→ **Work task**
Search the records for "weight" and copy each line that holds it.

___ Material for this task

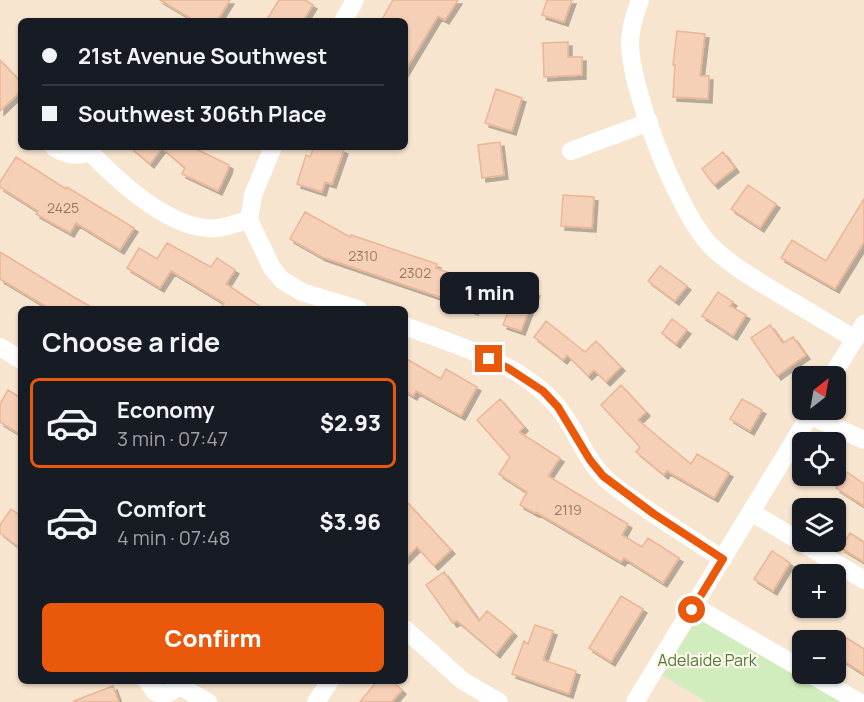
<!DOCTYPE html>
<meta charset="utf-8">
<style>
:root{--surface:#171b24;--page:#20242c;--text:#f1f3f6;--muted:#9ea1a6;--line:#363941;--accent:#ea580c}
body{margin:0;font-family:Manrope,sans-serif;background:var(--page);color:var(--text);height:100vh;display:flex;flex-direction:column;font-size:22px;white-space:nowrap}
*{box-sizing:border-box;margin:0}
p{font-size:20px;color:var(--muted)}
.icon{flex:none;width:33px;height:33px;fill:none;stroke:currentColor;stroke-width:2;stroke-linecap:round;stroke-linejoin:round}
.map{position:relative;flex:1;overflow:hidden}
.details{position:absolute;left:18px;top:306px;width:390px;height:378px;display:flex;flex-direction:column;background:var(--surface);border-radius:9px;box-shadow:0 2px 4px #0004}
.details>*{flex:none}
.hud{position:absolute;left:18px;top:18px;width:390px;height:132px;border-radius:9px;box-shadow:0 2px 4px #0004;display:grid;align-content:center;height:132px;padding:0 24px;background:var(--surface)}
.needle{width:39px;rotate:31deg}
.fabs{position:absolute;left:792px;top:366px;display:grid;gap:12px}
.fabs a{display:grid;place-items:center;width:54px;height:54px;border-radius:9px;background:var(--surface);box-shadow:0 2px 4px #0004;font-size:30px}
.end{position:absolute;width:27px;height:27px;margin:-14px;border:8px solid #ea580c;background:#fff;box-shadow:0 0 0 3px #fff}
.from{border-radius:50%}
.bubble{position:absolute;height:42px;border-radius:9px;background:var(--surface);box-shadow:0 2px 4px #0004;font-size:20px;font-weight:800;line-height:42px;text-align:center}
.hud b{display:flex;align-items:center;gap:21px;height:57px;font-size:22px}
.hud b+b{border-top:2px solid var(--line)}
.hud i{width:15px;height:15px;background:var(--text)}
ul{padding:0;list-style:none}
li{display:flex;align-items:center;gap:18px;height:90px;margin:0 12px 9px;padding:0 12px;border:3px solid transparent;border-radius:9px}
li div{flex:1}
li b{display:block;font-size:22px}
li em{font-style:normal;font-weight:800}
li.current{border-color:var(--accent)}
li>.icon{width:54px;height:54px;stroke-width:1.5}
h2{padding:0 24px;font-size:27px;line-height:72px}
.action{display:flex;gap:12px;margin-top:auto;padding:12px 24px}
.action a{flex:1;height:69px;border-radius:9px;background:var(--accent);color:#fff;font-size:24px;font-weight:800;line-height:69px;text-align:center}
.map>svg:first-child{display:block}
.residential{fill:#f7e5cf;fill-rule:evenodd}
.green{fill:#d1edbe}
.building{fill:#f6d0b6;stroke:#eab695;stroke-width:1.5;filter:url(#shadow)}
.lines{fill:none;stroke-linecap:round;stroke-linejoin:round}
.minor{stroke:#fff;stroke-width:18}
.route{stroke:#ea580c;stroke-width:8}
.labels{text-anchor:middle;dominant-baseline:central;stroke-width:4.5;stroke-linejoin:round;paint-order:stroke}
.number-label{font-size:14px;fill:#987661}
.park-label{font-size:16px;fill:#4c793a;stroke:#fff7e9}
</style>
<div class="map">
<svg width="864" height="702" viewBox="0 0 864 702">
<defs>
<filter id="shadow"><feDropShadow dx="4" dy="4" stdDeviation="0" flood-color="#0004"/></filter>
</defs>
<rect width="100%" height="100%" fill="#fef3e1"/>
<path class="residential" d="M0,0H864V702H0ZM21,21H405V147H21ZM21,309H405V681H21ZM802,376H836V410H802ZM802,442H836V476H802ZM802,508H836V542H802ZM802,574H836V608H802ZM802,640H836V674H802Z"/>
<path class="green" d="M692,610L845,702H707L655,671Z"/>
<path class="building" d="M160,0H230L217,21H195Z
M279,0H305L313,5L303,21H266Z
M393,0H458L445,20L438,16L405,71V21H381Z
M547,0H572L564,22L542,15Z
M677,31L705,34L700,76H709L708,99L673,97L675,65H673Z
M568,42V57H582V75L544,77L543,43Z
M0,60L21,82V91L0,111Z
M496,89L522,98L512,131L485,123Z
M500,142L504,175L482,178L478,145Z
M130,147H192L229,165L228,170L218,191L182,174L185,168L162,148L150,164Z
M314,147H335L344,150L332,184L325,182L322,192L297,184L306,155L310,157Z
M723,152L735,168L714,185L702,169Z
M16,157L66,189L67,187L134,228L120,250L76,223L70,233L36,214L38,211L0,187V182Z
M748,185L776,204L760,228L731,209Z
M563,195L594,197L592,228L561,226Z
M864,199V242L835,289L781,258L792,240L826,261Z
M305,212L350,237L351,235L437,264L436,268L483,286L474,311L437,296L322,257L290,239Z
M167,243L211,267L217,258L235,270L226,284L264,309H220L224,303L171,271L160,288L127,268L139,248L157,259Z
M0,252L72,296L95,309H50L0,279Z
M660,266L687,286L675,301L648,281Z
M503,279L536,292L521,331L503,325L510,307L494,301Z
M718,292L733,302L730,306L746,315L733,336L702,316Z
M672,319L687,330L676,344L662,333Z
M546,321L585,352L596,341L621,367L606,382L594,370L588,376L567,355L563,360L534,337Z
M770,325L783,343L793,337L806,355L777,376L751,338Z
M405,358L441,379L446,369L477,387L461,416L416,391L413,396L405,391Z
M621,385L646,412L638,420L691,464L697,454L729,473L714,498L667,471L664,475L636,452L640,447L601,405Z
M8,390L21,398V435L0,422V404Z
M500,399L524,427L519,432L560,458L548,476L628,524L622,535L642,547L648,538L679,558L663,583L624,558L621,562L536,512L535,513L520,505L527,492L499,474L510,457L477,420Z
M742,399L762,410L750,431L730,419Z
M847,472L864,484V506L836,488Z
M405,500L451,550L434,566L417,547L405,559Z
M11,509L21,516V549L0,533V525Z
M850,533L864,542V562L841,548Z
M772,551L790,563L773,591L754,579Z
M444,572L479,621L487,611L513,632L496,654L457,621L453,623L426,585Z
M621,596L643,609L611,662L589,648Z
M535,625L553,631L543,660L576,671L569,694L512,674L524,641L528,644Z
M845,637L864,649V674L836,656V653Z
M377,681H392L402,690L392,702H360Z
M113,686L119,702H75L74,701Z"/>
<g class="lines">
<path class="minor" d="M640,0C635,13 631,26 630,40C628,85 678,212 710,245C730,265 756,280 781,295C805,309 830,324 855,339
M343,21L355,0
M54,147C66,156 77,157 90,152L93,147
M571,151L649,122
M90,152C119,182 172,232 217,228C227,227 239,222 249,220L272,268L282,280L302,292L358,309
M249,220L253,195L273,147
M405,326C457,346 520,362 557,406C575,427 583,455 602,475C611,485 624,493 635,501C663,521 693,540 723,559
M0,347L21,360
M832,376L864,324
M809,415L864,440
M751,512L864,580
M694,606L802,669
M405,629L463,681L499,702
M810,674L859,702
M147,681L155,692C166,696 176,692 180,681
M178,685L208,702
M316,702L330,681
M635,702L813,410"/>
</g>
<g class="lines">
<path class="route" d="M489,359L508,368L543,391L558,407L590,460L603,476L654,514L723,559L692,610"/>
</g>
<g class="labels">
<g class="number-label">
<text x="63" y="207">2425</text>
<text x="363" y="255">2310</text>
<text x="415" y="272">2302</text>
<text x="568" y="509">2119</text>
</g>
<g class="park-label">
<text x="707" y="660">Adelaide Park</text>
</g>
</g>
</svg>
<div class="fabs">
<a><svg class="needle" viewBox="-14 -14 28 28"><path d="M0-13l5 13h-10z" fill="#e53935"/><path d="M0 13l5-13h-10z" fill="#9ea1a6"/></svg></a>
<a><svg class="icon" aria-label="locate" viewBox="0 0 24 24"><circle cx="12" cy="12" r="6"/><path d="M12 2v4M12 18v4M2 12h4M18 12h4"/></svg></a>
<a><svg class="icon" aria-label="layers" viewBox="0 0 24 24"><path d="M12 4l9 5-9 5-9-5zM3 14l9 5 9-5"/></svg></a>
<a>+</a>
<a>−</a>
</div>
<i class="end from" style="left:692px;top:610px"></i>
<i class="end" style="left:489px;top:359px"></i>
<div class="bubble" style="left:440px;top:272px;width:99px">1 min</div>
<div class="hud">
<b><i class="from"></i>21st Avenue Southwest</b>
<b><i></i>Southwest 306th Place</b>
</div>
<section class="details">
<h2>Choose a ride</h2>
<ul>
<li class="current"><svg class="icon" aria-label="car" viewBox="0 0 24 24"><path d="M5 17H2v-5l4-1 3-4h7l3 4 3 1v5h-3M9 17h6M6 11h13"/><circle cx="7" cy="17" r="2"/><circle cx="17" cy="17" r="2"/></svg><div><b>Economy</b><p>3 min · 07:47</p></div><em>$2.93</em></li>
<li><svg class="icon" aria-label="car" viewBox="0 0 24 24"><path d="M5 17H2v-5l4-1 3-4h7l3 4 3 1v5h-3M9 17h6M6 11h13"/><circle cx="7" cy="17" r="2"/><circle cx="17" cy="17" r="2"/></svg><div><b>Comfort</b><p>4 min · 07:48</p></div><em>$3.96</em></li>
</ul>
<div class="action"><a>Confirm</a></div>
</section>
</div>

______

→ **Answer section**
.bubble{position:absolute;height:42px;border-radius:9px;background:var(--surface);box-shadow:0 2px 4px #0004;font-size:20px;font-weight:800;line-height:42px;text-align:center}
li em{font-style:normal;font-weight:800}
.action a{flex:1;height:69px;border-radius:9px;background:var(--accent);color:#fff;font-size:24px;font-weight:800;line-height:69px;text-align:center}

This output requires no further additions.